### Work instruction
What is needed is a faithful copy of all the entries, with no pictures in it.
[Data shown]
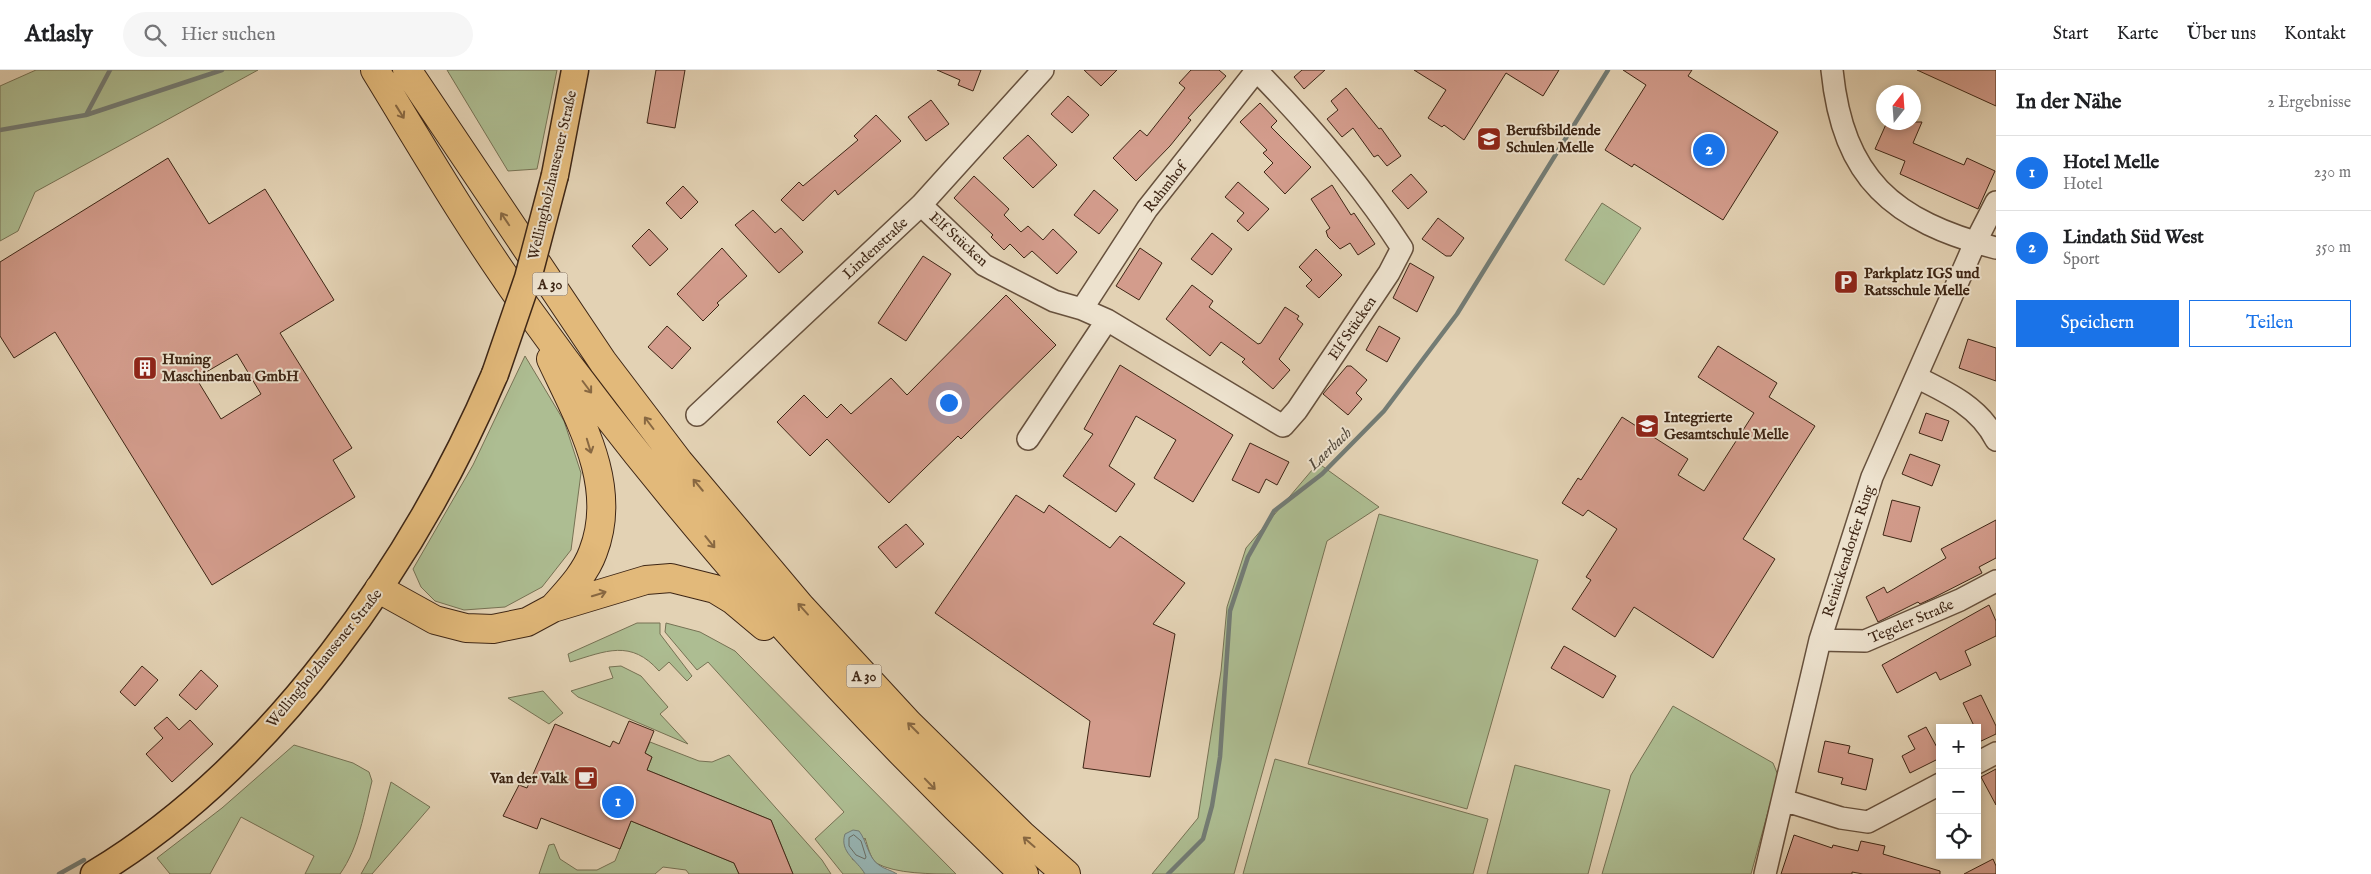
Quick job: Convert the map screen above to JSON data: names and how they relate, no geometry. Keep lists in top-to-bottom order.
{
  "streets": {
    "highway": ["A 30"],
    "main road": ["Wellingholzhausener Straße"],
    "street": [
      "Rahmhof",
      "Elf Stücken",
      "Lindenstraße",
      "Reinickendorfer Ring",
      "Tegeler Straße"
    ]
  },
  "crossings": [
    ["Rahmhof", "Elf Stücken"],
    ["Elf Stücken", "Lindenstraße"],
    ["Reinickendorfer Ring", "Tegeler Straße"]
  ],
  "water": ["Laerbach"],
  "places": {
    "school or university": ["Berufsbildende Schulen Melle", "Integrierte Gesamtschule Melle"],
    "parking": ["Parkplatz IGS und Ratsschule Melle"],
    "building": ["Huning Maschinenbau GmbH"],
    "cafe": ["Van der Valk"]
  },
  "north": "top",
  "page": {
    "header": "Atlasly",
    "search": "Hier suchen",
    "nav": [
      "Start",
      "Karte",
      "Über uns",
      "Kontakt"
    ],
    "heading": ["In der Nähe", "2 Ergebnisse"],
    "pins": ["2", "1"],
    "list": [
      {
        "mark": "1",
        "name": "Hotel Melle",
        "note": "Hotel",
        "value": "230 m"
      },
      {
        "mark": "2",
        "name": "Lindath Süd West",
        "note": "Sport",
        "value": "350 m"
      }
    ],
    "buttons": ["Speichern", "Teilen"],
    "map_buttons": ["+", "−"]
  }
}
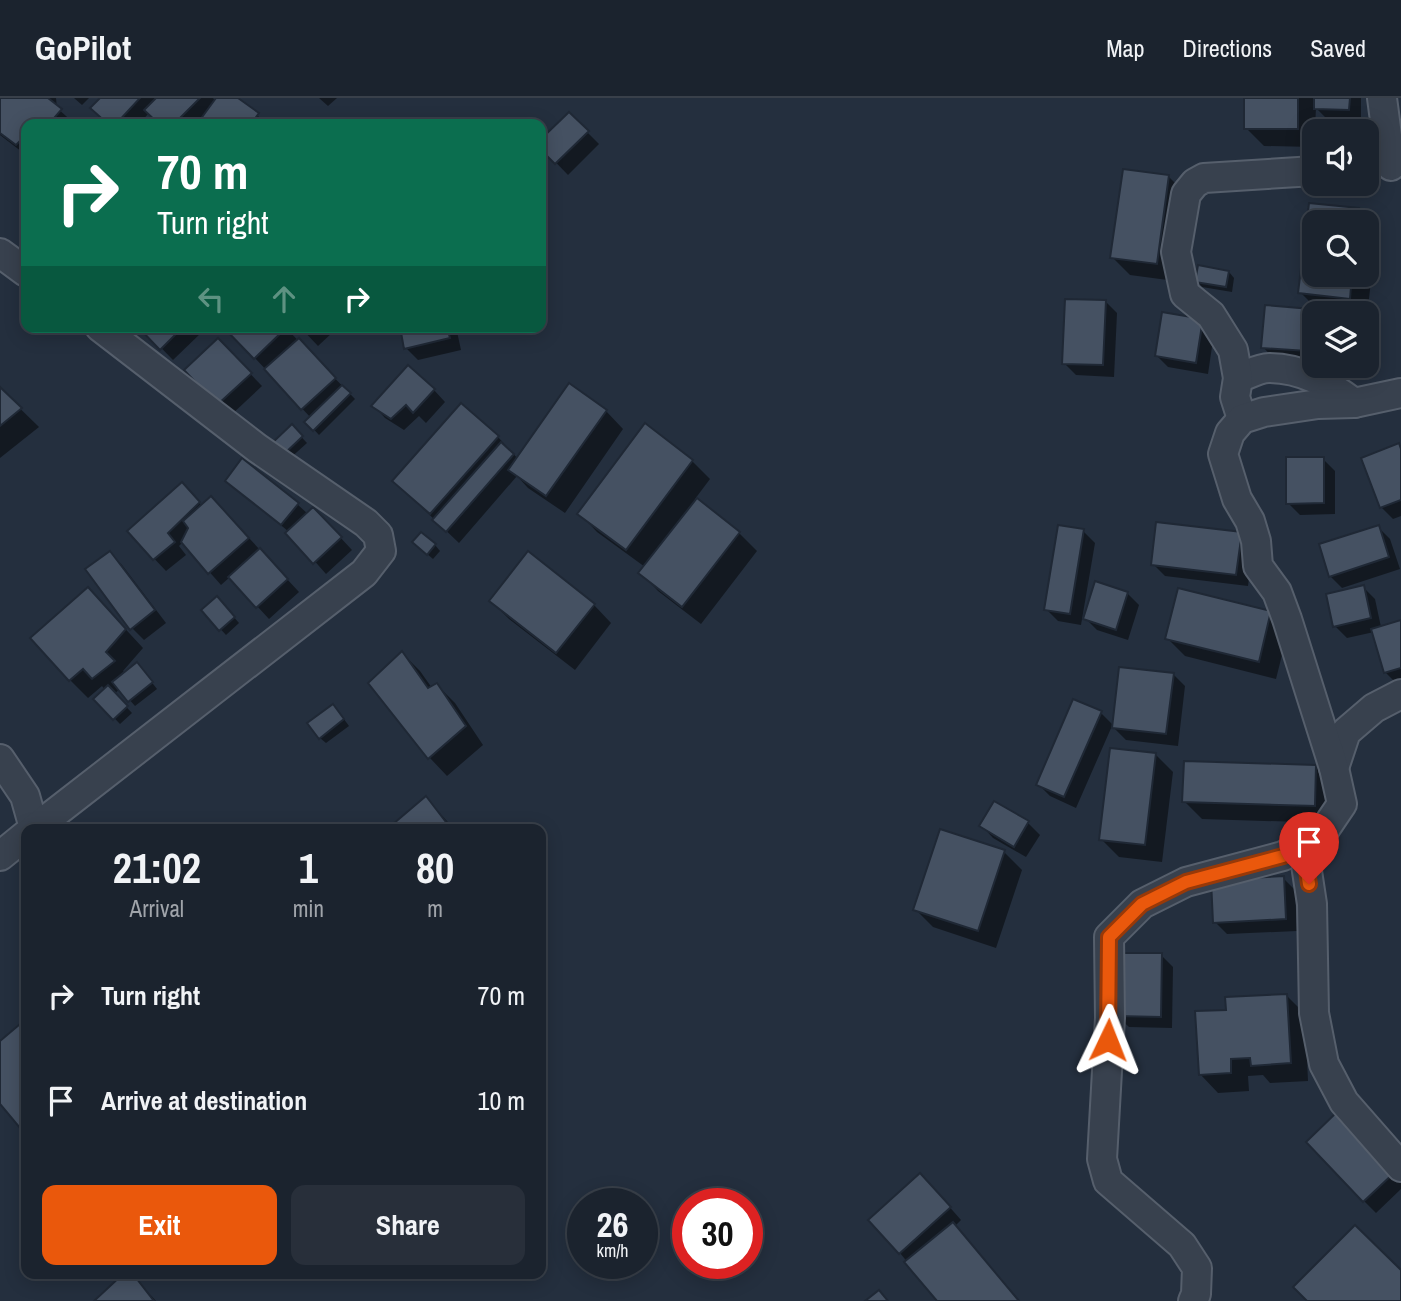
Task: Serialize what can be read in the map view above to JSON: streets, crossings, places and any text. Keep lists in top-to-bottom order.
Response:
{
  "page": {
    "header": "GoPilot",
    "nav": ["Map", "Directions", "Saved"],
    "turn": ["70 m", "Turn right"],
    "eta": [
      "21:02",
      "Arrival",
      "1",
      "min",
      "80",
      "m"
    ],
    "list": [
      {
        "name": "Turn right",
        "value": "70 m"
      },
      {
        "name": "Arrive at destination",
        "value": "10 m"
      }
    ],
    "buttons": ["Exit", "Share"],
    "speed": "26 km/h",
    "limit": "30"
  }
}
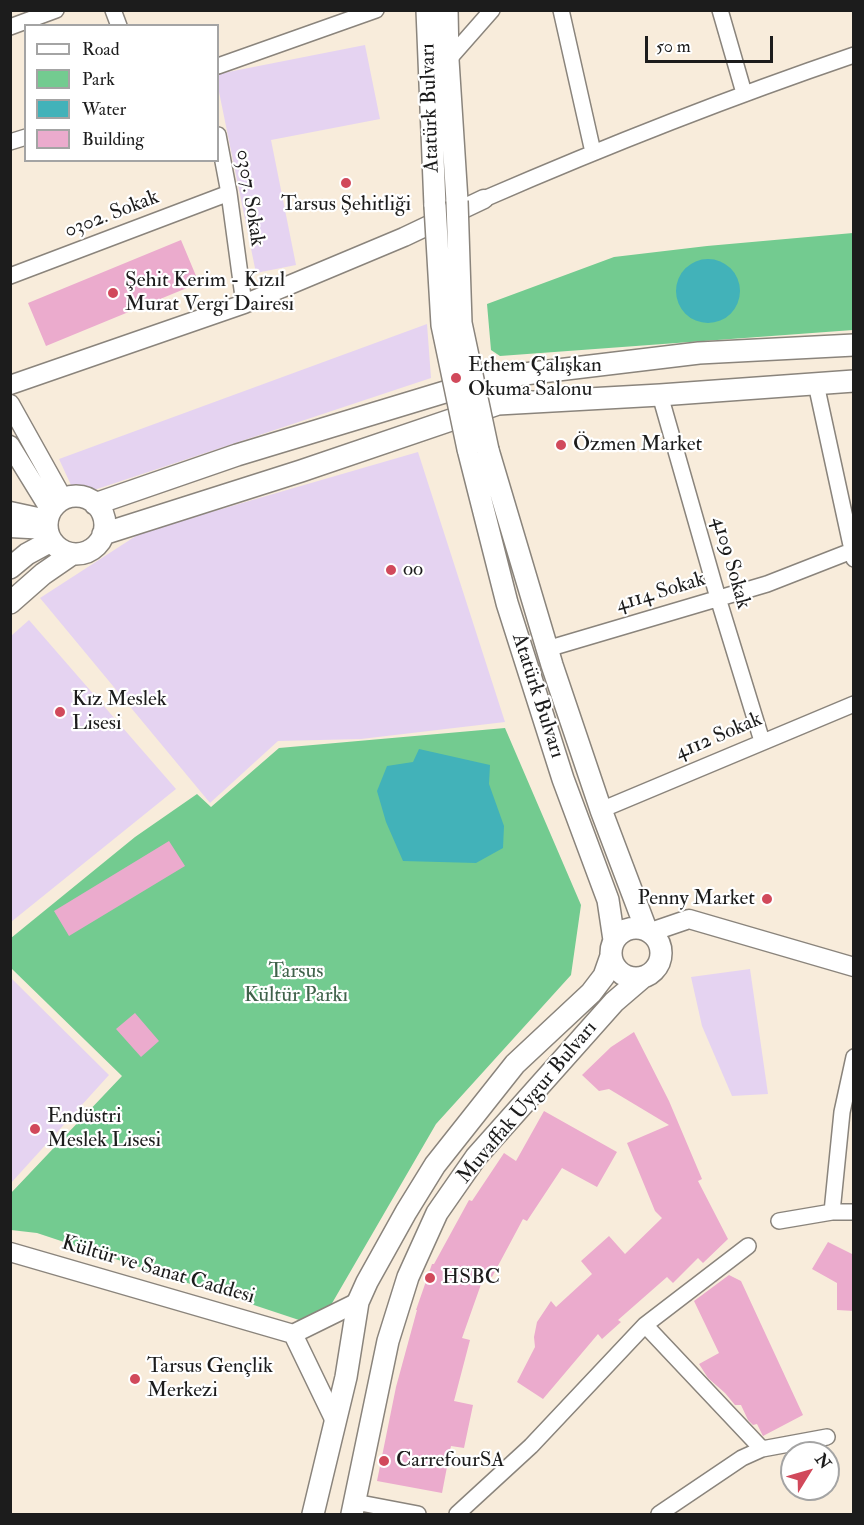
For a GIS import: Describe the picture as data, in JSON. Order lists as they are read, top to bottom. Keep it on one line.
{"streets":{"main road":["Atatürk Bulvarı","Muvaffak Uygur Bulvarı"],"street":["0307. Sokak","0302. Sokak","4109 Sokak","4114 Sokak","4112 Sokak","Kültür ve Sanat Caddesi"]},"crossings":[["Atatürk Bulvarı","4114 Sokak"],["Atatürk Bulvarı","4112 Sokak"],["Atatürk Bulvarı","Muvaffak Uygur Bulvarı"],["0307. Sokak","0302. Sokak"],["4109 Sokak","4114 Sokak"],["4109 Sokak","4112 Sokak"]],"parks":["Tarsus Kültür Parkı"],"places":["Tarsus Şehitliği","Şehit Kerim - Kızıl Murat Vergi Dairesi","Ethem Çalışkan Okuma Salonu","Özmen Market","oo","Kız Meslek Lisesi","Penny Market","Endüstri Meslek Lisesi","HSBC","Tarsus Gençlik Merkezi","CarrefourSA"],"legend":["Road","Park","Water","Building"],"scale_bar":"50 m","north":"top right"}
[/Data shown]
### Answer section
Quick job: Convert the map screen above to JSON data: names and how they relate, no geometry. Keep lists in top-to-bottom order.
{
  "streets": {
    "highway": ["A 30"],
    "main road": ["Wellingholzhausener Straße"],
    "street": [
      "Rahmhof",
      "Elf Stücken",
      "Lindenstraße",
      "Reinickendorfer Ring",
      "Tegeler Straße"
    ]
  },
  "crossings": [
    ["Rahmhof", "Elf Stücken"],
    ["Elf Stücken", "Lindenstraße"],
    ["Reinickendorfer Ring", "Tegeler Straße"]
  ],
  "water": ["Laerbach"],
  "places": {
    "school or university": ["Berufsbildende Schulen Melle", "Integrierte Gesamtschule Melle"],
    "parking": ["Parkplatz IGS und Ratsschule Melle"],
    "building": ["Huning Maschinenbau GmbH"],
    "cafe": ["Van der Valk"]
  },
  "north": "top",
  "page": {
    "header": "Atlasly",
    "search": "Hier suchen",
    "nav": [
      "Start",
      "Karte",
      "Über uns",
      "Kontakt"
    ],
    "heading": ["In der Nähe", "2 Ergebnisse"],
    "pins": ["2", "1"],
    "list": [
      {
        "mark": "1",
        "name": "Hotel Melle",
        "note": "Hotel",
        "value": "230 m"
      },
      {
        "mark": "2",
        "name": "Lindath Süd West",
        "note": "Sport",
        "value": "350 m"
      }
    ],
    "buttons": ["Speichern", "Teilen"],
    "map_buttons": ["+", "−"]
  }
}
Task: Serialize what can be read in the map view above to JSON: streets, crossings, places and any text. Keep lists in top-to-bottom order.
Response:
{
  "page": {
    "header": "GoPilot",
    "nav": ["Map", "Directions", "Saved"],
    "turn": ["70 m", "Turn right"],
    "eta": [
      "21:02",
      "Arrival",
      "1",
      "min",
      "80",
      "m"
    ],
    "list": [
      {
        "name": "Turn right",
        "value": "70 m"
      },
      {
        "name": "Arrive at destination",
        "value": "10 m"
      }
    ],
    "buttons": ["Exit", "Share"],
    "speed": "26 km/h",
    "limit": "30"
  }
}
For a GIS import: Describe the picture as data, in JSON. Order lists as they are read, top to bottom. Keep it on one line.
{"streets":{"main road":["Atatürk Bulvarı","Muvaffak Uygur Bulvarı"],"street":["0307. Sokak","0302. Sokak","4109 Sokak","4114 Sokak","4112 Sokak","Kültür ve Sanat Caddesi"]},"crossings":[["Atatürk Bulvarı","4114 Sokak"],["Atatürk Bulvarı","4112 Sokak"],["Atatürk Bulvarı","Muvaffak Uygur Bulvarı"],["0307. Sokak","0302. Sokak"],["4109 Sokak","4114 Sokak"],["4109 Sokak","4112 Sokak"]],"parks":["Tarsus Kültür Parkı"],"places":["Tarsus Şehitliği","Şehit Kerim - Kızıl Murat Vergi Dairesi","Ethem Çalışkan Okuma Salonu","Özmen Market","oo","Kız Meslek Lisesi","Penny Market","Endüstri Meslek Lisesi","HSBC","Tarsus Gençlik Merkezi","CarrefourSA"],"legend":["Road","Park","Water","Building"],"scale_bar":"50 m","north":"top right"}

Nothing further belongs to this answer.